Conservation International works to empower communities to responsibly and sustainably care for nature. In the past decade CI has run a number of Population, Health and Environment (PHE) projects, which encourage cross-sector partnerships that link improved human health with improved ecosystem health. We spoke to Janet Edmond, the organisation’s Director of Population Environment, about this approach.
The seeds of Conservation International’s work in PHE were sown years ago, when the organisation was working in Guatemala. Janet Edmond says CI responded to the needs of poor, indigenous groups living in a very isolated, protected area by working with midwives to deliver health services ‘because that’s what the community said they wanted and needed’. She says while projects like Guatemala may not have been well publicised, ‘it definitely was the beginning of this idea that we need to work just not on conservation but we need to look at the broader spectrum of the community needs and the social aspects of the conservation work.’
Healthy Families, Healthy Forests
The group really ramped up its efforts in this area in 2002, when it embarked on the six-year, USAID-funded Healthy Families, Healthy Forests program. During this time CI worked with local stakeholders, health and development agencies in remote, biodiversity-rich areas in Cambodia, Madagascar and the Philippines to bring health services to the communities living there. At the same time, they helped empower community members to practice sustainable environmental management and conserve their surroundings.
Edmond explains the benefits of this approach: ‘It was very important that we partnered with health groups and development groups in some of these really remote areas, where we were already working with biodiversity conservation, to bring in new actors and players so we could bring to these communities things that they said they really needed. Sometimes it was family planning, sometimes it was vaccinations for the kids, sometimes it was diarrhoea medicine or strategies to treat some of the smoke that comes with the cook stoves, or treating respiratory illnesses.
‘For CI it was really a win-win, because we were able to really improve our relations with those communities and then we were able to build that goodwill into the conservation work we were doing.’
Outcomes
Edmond says the programs in all three countries achieved results in both health and conservation outcomes, including providing health services to poor, remote communities; training local health care professionals in health and conservation; promoting behaviour change and educating young people about environmental issues; and building the capacity to pursue alternative livelihoods that have less impact on natural resources. Family planning and reproductive health was a major focus in all three countries, with the programs promoting the idea that smaller, healthier families leads to an improved stewardship of the environment.
Edmond recalls a few achievements that benefited both people and the environment: ‘In Cambodia they were able to rehabilitate some of the paddies that had been left unattended for all the years that they were having the civil strife, so there definitely were increased rice yields and ability to feed people. One survey we did showed the villagers were only able to produce food for nine out of 12 months, and the rest had to be purchased from other sources, so rehabilitating those rice fields in a sustainable way gave them added income and added food security.’
‘In Madagascar we tried to improve farming practices like getting rid of the slash and burn and being able to offer alternatives to that. We tried to do alternative fish farming and bee keeping, to show that there’s another way to make money. It’s very time intensive, I think it takes a while until things really take off but it seemed like a lot of those were very productive – looking at livelihoods and also trying to get women involved as much as possible, to give women more of the access to economic opportunities.’

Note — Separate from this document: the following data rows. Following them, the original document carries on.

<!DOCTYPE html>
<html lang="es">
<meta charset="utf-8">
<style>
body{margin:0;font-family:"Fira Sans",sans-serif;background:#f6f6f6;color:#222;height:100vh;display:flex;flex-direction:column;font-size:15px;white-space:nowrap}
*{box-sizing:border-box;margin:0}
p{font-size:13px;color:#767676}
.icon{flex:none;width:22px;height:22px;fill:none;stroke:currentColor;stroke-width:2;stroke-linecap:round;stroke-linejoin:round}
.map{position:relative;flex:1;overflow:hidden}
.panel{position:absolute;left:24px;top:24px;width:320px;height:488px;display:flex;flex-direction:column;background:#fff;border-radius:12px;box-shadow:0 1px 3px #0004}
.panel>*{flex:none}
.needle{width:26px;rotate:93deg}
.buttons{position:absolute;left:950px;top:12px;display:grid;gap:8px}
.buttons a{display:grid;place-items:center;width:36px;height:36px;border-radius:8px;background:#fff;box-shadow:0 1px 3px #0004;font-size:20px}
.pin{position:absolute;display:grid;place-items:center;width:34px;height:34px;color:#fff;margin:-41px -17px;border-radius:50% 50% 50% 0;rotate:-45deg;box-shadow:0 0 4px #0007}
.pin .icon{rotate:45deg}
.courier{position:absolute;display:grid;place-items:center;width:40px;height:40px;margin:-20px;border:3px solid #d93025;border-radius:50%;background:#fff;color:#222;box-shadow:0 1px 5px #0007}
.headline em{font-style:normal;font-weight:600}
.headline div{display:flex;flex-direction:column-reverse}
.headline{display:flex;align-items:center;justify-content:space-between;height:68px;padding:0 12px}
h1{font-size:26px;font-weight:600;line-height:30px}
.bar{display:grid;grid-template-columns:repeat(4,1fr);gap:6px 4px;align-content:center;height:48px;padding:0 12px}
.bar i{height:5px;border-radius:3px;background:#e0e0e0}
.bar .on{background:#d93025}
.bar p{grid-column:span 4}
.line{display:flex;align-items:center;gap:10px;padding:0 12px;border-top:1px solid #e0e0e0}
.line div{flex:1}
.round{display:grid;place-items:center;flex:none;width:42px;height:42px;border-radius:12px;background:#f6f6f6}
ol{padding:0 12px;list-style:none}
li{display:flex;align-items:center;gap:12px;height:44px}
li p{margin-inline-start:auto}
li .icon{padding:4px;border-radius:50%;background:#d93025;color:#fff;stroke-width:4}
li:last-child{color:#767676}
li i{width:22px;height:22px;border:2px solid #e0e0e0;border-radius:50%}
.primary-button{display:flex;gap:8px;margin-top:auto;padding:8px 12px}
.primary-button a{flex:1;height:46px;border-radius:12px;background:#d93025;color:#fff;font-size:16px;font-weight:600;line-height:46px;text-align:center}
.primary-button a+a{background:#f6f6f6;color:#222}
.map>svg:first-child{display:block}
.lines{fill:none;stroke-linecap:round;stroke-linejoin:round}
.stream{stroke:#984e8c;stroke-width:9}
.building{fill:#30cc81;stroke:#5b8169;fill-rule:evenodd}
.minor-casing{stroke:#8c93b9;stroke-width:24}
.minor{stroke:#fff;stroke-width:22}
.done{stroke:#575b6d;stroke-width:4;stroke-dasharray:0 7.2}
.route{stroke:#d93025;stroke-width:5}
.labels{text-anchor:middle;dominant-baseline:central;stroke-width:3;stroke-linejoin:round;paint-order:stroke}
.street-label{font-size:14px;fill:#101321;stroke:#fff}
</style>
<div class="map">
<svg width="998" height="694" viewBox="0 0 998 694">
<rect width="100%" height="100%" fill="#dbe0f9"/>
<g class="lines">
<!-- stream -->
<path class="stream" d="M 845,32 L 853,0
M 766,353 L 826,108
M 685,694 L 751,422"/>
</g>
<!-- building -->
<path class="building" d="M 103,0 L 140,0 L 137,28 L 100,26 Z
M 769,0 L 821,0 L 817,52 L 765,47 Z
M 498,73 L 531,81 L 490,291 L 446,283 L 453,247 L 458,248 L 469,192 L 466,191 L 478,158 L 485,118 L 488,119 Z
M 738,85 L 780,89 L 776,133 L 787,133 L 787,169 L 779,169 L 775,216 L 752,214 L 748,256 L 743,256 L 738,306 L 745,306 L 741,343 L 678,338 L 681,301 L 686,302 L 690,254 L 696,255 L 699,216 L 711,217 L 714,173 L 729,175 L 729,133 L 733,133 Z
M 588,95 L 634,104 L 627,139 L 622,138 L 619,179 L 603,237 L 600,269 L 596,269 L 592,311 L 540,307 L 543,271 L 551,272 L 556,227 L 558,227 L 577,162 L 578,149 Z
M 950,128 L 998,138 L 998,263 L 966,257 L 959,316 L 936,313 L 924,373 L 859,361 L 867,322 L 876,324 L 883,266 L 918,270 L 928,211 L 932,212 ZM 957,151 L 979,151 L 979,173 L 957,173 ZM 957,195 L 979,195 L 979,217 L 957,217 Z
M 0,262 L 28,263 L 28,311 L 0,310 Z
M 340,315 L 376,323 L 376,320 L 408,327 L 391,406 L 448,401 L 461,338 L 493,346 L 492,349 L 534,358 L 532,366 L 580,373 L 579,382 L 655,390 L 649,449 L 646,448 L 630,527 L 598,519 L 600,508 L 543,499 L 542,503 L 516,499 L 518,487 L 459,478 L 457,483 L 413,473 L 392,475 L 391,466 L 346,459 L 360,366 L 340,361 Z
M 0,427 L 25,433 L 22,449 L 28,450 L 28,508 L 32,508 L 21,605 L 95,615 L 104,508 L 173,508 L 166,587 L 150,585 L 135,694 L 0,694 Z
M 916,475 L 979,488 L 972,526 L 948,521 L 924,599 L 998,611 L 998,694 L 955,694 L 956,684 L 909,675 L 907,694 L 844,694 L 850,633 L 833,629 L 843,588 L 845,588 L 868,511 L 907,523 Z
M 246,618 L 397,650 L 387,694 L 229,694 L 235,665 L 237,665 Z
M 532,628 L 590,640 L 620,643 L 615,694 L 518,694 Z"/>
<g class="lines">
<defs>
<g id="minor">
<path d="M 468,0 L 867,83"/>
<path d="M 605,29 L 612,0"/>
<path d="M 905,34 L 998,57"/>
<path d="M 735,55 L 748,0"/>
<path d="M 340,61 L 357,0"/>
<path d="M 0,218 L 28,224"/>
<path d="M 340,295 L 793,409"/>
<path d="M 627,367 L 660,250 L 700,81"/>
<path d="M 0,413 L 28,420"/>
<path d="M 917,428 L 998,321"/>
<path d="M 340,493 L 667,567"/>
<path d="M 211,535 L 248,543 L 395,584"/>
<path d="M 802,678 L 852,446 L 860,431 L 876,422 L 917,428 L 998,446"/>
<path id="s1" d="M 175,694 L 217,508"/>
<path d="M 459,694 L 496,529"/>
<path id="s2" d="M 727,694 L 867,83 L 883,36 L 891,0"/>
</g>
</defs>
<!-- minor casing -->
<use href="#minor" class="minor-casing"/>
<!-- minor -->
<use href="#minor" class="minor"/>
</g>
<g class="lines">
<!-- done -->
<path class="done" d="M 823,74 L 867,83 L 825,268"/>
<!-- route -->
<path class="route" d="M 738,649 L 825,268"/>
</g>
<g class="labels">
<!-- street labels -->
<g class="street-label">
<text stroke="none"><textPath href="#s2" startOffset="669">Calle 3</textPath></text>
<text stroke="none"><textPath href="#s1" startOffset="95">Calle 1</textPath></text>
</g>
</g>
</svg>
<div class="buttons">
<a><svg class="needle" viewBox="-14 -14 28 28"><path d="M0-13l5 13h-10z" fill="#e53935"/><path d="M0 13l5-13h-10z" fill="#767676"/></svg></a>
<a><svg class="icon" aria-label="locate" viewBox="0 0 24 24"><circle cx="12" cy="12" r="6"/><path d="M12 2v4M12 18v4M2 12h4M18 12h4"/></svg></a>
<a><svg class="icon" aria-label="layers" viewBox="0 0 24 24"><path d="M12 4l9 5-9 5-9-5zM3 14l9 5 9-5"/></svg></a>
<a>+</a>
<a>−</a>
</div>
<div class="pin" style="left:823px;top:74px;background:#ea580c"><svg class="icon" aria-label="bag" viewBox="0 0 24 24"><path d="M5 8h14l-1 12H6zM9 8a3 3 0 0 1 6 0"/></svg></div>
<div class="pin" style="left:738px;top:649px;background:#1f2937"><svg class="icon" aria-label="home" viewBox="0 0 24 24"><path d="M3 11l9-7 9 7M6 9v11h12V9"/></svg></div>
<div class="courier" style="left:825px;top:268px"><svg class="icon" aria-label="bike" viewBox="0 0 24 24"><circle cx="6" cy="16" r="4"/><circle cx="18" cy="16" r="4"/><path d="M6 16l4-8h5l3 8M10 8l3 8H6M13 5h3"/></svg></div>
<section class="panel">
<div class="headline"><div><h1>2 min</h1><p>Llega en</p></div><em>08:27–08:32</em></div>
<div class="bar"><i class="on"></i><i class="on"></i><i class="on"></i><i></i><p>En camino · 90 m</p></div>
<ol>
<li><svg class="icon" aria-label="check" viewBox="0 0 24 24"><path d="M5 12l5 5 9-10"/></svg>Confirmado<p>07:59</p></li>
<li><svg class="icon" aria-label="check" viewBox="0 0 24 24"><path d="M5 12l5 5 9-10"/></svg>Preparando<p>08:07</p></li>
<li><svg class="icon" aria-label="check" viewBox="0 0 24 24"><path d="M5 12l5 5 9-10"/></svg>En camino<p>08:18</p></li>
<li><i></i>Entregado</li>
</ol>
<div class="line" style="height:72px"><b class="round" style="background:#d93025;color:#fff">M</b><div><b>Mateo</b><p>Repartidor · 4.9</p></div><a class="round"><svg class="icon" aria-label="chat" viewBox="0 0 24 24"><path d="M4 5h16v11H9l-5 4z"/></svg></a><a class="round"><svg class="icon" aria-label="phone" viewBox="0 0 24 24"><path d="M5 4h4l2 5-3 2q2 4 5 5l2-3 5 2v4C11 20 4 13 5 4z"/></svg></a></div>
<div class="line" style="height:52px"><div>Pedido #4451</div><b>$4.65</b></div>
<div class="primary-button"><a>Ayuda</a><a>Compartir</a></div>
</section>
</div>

Edmond says the cross-sector model was a natural fit with the way local community management operates, so the stakeholders involved quickly embraced it. ‘I think at a community level they have committees that are not just health or not just development, they’re really looking at the whole village needs, which are integrated so they definitely get the whole integrated picture. We’ve had a lot of support really, it’s been very encouraging.’
BALANCED
The success of Healthy Families Healthy Forests has paved the way for CI’s involvement in a number of PHE programs through the BALANCED (Building Actors and Leaders for Community Excellence in Development) Project, which is led by the Coastal Resources Centre of the University of Rhode Island, with funding from USAID. These projects are based in the Philippines and a number of countries in East Africa.

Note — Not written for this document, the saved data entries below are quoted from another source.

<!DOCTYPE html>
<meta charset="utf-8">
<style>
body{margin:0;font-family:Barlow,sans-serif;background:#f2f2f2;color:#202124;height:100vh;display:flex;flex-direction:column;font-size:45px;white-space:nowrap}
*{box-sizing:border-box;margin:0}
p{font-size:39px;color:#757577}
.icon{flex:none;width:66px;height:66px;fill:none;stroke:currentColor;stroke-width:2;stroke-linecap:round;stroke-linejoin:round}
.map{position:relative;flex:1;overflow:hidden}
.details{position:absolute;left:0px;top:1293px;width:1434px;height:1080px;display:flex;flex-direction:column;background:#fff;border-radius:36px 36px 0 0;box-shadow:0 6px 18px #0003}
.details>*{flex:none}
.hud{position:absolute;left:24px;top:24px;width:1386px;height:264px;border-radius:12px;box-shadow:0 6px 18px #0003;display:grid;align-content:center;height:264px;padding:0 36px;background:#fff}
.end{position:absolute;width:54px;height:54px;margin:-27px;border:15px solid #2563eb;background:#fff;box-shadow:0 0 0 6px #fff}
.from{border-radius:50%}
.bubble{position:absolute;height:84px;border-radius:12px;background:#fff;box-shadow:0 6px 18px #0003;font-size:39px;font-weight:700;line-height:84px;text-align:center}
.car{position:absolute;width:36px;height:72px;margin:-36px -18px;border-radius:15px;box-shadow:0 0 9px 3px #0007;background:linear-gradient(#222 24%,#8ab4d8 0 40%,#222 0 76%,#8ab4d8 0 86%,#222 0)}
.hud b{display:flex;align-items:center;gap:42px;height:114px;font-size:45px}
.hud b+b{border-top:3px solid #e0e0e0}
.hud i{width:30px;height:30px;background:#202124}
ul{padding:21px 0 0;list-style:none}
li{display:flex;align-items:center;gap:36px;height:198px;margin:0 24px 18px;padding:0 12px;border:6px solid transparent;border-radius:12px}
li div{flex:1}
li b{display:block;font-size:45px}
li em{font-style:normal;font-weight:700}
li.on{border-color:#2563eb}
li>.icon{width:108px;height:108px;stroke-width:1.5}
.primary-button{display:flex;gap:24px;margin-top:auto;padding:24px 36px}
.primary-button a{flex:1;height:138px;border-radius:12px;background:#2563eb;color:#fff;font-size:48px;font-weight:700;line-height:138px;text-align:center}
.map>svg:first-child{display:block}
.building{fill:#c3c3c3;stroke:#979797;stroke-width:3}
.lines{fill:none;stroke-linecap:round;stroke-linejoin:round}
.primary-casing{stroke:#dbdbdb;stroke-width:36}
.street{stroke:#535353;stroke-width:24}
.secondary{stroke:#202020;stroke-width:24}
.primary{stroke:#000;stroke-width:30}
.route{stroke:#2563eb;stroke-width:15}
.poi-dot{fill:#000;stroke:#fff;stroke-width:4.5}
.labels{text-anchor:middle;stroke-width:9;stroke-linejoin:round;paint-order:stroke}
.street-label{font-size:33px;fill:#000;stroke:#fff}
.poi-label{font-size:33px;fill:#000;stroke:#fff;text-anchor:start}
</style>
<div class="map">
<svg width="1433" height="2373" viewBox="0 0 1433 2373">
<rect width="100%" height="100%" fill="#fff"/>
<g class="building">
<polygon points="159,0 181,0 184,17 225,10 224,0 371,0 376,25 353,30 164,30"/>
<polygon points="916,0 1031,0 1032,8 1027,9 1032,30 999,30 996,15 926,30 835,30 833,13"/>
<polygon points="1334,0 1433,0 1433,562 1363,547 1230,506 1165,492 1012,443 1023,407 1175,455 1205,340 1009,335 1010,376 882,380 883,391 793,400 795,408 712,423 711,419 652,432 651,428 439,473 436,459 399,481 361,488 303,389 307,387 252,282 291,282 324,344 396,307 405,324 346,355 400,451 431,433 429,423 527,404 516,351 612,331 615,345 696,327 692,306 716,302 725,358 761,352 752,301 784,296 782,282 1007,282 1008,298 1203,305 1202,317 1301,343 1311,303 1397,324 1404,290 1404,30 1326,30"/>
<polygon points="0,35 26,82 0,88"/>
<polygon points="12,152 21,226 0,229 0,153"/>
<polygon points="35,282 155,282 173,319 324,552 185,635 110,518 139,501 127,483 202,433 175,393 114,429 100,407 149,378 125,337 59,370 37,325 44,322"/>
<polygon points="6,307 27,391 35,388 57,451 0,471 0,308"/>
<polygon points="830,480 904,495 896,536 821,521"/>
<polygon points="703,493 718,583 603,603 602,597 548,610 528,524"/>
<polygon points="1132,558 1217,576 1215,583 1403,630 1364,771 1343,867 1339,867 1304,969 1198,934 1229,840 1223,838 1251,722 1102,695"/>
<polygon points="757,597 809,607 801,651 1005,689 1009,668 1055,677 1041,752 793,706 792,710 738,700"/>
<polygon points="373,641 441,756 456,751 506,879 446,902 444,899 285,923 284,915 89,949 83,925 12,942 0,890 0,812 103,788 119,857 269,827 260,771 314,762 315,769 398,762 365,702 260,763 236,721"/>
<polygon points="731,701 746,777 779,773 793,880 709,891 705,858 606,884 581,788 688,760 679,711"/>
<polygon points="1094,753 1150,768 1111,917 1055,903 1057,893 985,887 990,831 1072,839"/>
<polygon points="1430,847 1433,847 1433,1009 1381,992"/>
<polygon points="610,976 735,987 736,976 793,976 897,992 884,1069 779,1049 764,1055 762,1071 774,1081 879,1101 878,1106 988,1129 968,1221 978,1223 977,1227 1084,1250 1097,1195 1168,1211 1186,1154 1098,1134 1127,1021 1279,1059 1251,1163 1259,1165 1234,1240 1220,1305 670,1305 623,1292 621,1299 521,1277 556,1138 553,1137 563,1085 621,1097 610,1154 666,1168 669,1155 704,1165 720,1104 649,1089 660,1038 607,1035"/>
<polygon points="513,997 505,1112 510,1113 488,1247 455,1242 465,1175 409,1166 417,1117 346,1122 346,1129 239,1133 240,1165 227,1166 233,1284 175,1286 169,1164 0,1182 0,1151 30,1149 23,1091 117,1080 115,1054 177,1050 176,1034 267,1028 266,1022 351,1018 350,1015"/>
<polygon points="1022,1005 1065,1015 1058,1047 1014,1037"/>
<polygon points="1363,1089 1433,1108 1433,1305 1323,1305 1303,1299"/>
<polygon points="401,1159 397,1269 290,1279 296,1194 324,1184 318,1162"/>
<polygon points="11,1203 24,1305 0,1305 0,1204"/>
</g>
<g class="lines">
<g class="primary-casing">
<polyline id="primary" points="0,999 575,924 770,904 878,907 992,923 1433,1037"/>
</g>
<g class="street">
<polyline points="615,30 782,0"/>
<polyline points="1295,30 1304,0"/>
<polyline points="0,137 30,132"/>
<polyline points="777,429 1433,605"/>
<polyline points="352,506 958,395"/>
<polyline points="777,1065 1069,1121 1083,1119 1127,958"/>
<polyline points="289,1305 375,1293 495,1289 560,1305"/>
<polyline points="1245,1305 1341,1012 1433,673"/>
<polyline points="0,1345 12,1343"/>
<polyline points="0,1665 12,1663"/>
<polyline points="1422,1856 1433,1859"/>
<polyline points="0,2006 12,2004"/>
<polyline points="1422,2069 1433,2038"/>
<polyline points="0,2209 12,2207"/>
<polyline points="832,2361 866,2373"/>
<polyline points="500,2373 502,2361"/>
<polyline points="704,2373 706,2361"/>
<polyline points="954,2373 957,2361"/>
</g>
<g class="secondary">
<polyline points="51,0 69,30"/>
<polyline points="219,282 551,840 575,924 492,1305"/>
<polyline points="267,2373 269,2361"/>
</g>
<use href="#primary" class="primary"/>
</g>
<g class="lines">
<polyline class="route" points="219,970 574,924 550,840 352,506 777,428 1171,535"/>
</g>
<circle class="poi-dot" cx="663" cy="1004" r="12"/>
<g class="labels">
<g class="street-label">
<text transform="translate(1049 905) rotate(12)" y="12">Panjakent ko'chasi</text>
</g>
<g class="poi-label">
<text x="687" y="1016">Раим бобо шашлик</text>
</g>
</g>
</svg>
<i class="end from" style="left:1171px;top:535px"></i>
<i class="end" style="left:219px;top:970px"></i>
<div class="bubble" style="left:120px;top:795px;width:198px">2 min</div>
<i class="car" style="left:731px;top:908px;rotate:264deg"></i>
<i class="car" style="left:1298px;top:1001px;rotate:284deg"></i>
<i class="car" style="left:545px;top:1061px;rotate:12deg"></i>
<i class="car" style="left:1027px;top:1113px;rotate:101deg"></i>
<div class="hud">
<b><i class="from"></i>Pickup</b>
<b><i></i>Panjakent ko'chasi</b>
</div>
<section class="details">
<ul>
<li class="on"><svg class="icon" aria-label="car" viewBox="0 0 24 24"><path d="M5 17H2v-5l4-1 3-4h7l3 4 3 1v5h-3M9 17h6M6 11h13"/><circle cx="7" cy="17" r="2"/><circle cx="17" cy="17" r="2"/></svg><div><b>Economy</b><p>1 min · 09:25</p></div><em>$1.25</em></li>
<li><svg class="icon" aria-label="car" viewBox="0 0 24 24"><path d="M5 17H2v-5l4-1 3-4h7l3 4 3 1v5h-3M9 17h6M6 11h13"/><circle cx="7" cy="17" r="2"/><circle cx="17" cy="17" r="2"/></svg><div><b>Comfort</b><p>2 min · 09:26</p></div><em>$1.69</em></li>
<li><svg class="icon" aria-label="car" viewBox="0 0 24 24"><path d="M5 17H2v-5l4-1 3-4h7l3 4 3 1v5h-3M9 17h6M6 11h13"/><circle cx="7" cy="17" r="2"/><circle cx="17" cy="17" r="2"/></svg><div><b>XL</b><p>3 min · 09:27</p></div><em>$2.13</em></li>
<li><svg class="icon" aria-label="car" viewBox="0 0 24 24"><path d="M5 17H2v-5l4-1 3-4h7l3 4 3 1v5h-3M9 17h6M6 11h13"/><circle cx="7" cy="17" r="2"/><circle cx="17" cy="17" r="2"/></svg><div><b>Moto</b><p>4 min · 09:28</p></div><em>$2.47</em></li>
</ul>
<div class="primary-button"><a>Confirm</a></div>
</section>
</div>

‘After Healthy Families, Healthy Forests, USAID felt like that they had some tangible evidence that yes, these approaches are valuable and yes, they do have some impact on both the health and conservation sides,’ she says. ‘So this new five year project is not so much about testing and doing things in the field, but about promoting them through training and workshops and developing tools and basically making sure that people in the field have resources.’
Edmond believes the PHE programs have had a profound effect on the way CI approaches its work. ‘We don’t just have to be about park conservation – we can look at community needs and that kind of thing. CI has definitely really transformed from just working in conservation to be more about how we meet human wellbeing needs in the context of conservation. So we really have changed that old paradigm.’